Authors: Nai-Hui Chia, Tongyang Li, Han-Hsuan Lin, and Chunhao Wang

Published in: LIPIcs, Volume 170, 45th International Symposium on Mathematical Foundations of Computer Science (MFCS 2020)


Abstract
Semidefinite programming (SDP) is a central topic in mathematical optimization with extensive studies on its efficient solvers. In this paper, we present a proof-of-principle sublinear-time algorithm for solving SDPs with low-rank constraints; specifically, given an SDP with m constraint matrices, each of dimension n and rank r, our algorithm can compute any entry and efficient descriptions of the spectral decomposition of the solution matrix.

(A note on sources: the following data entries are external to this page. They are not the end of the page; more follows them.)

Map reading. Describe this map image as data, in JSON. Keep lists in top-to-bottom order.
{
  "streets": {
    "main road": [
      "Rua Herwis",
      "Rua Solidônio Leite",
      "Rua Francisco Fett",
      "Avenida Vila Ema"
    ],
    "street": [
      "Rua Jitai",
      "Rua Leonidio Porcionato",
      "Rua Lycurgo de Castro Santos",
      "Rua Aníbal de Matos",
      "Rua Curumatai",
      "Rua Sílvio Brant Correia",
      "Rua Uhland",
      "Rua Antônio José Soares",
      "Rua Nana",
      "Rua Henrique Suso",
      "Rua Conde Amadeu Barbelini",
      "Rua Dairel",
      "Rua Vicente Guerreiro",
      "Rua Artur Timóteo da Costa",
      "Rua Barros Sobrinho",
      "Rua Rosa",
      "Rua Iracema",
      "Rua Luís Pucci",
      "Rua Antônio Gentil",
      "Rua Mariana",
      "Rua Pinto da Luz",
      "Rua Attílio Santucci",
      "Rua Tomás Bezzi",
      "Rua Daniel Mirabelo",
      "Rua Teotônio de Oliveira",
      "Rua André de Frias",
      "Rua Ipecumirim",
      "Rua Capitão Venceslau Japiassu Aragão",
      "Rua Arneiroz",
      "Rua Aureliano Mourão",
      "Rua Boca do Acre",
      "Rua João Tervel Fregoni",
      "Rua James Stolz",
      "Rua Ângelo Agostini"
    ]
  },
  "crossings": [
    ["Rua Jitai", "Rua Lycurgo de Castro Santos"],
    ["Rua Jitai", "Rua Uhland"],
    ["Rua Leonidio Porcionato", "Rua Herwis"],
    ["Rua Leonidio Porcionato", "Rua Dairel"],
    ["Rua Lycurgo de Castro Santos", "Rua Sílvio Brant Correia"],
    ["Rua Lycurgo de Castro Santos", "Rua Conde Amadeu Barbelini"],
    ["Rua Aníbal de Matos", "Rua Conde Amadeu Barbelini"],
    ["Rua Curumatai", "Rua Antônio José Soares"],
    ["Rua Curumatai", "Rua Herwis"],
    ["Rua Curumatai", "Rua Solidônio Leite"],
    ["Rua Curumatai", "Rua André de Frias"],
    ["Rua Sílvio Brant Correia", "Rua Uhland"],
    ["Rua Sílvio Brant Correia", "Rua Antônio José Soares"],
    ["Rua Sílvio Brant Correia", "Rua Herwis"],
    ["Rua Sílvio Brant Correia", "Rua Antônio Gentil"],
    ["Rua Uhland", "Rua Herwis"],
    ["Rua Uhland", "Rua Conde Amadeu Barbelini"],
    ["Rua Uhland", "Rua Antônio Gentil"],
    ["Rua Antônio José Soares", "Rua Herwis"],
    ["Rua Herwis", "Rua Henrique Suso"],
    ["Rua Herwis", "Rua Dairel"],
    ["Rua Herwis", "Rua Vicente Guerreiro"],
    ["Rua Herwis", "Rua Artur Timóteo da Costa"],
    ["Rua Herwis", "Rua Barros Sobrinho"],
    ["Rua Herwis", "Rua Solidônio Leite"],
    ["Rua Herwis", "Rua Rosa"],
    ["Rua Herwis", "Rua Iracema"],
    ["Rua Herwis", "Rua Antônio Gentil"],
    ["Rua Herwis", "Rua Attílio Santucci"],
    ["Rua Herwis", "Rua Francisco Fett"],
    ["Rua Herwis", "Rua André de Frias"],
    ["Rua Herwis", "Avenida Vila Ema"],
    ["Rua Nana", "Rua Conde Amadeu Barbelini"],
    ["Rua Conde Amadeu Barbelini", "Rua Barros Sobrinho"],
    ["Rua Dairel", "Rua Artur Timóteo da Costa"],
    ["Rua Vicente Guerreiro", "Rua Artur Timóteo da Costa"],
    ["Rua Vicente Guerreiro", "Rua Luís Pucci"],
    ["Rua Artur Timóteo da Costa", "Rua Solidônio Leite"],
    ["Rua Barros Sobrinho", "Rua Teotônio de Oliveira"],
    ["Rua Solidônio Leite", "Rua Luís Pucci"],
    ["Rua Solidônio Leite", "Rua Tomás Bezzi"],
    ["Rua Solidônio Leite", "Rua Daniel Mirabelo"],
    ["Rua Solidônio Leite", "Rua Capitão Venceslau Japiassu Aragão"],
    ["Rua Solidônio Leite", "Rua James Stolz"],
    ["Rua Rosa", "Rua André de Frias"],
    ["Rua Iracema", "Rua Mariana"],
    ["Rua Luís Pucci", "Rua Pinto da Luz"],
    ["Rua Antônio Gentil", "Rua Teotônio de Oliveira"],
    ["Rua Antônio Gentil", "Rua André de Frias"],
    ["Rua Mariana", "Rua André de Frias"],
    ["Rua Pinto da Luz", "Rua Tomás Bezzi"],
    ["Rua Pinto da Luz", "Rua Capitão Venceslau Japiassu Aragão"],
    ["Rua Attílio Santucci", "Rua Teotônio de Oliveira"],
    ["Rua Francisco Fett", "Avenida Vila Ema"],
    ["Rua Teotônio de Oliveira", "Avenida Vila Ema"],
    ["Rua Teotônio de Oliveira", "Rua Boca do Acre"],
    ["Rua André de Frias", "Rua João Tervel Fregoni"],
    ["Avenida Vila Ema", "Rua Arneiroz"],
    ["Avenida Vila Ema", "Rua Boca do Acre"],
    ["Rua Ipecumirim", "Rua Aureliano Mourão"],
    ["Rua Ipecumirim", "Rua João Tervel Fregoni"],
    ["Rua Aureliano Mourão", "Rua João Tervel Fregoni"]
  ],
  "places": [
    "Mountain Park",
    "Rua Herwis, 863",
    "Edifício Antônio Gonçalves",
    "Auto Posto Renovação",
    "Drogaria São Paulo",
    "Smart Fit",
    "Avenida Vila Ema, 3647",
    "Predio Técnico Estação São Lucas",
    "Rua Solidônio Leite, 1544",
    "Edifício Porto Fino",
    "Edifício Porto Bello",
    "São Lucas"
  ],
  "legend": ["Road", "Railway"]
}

The algorithm runs in time O(m⋅poly(log n,r,1/ε)) given access to a sampling-based low-overhead data structure for the constraint matrices, where ε is the precision of the solution. In addition, we apply our algorithm to a quantum state learning task as an application. Technically, our approach aligns with 1) SDP solvers based on the matrix multiplicative weight (MMW) framework by Arora and Kale [TOC '12]; 2) sampling-based dequantizing framework pioneered by Tang [STOC '19]. In order to compute the matrix exponential required in the MMW framework, we introduce two new techniques that may be of independent interest: - Weighted sampling: assuming sampling access to each individual constraint matrix A₁,…,A_τ, we propose a procedure that gives a good approximation of A = A₁+⋯+A_τ. - Symmetric approximation: we propose a sampling procedure that gives the spectral decomposition of a low-rank Hermitian matrix A. To the best of our knowledge, this is the first sampling-based algorithm for spectral decomposition, as previous works only give singular values and vectors.

Cite as

Nai-Hui Chia, Tongyang Li, Han-Hsuan Lin, and Chunhao Wang. Quantum-Inspired Sublinear Algorithm for Solving Low-Rank Semidefinite Programming. In 45th International Symposium on Mathematical Foundations of Computer Science (MFCS 2020). Leibniz International Proceedings in Informatics (LIPIcs), Volume 170, pp. 23:1-23:15, Schloss Dagstuhl – Leibniz-Zentrum für Informatik (2020)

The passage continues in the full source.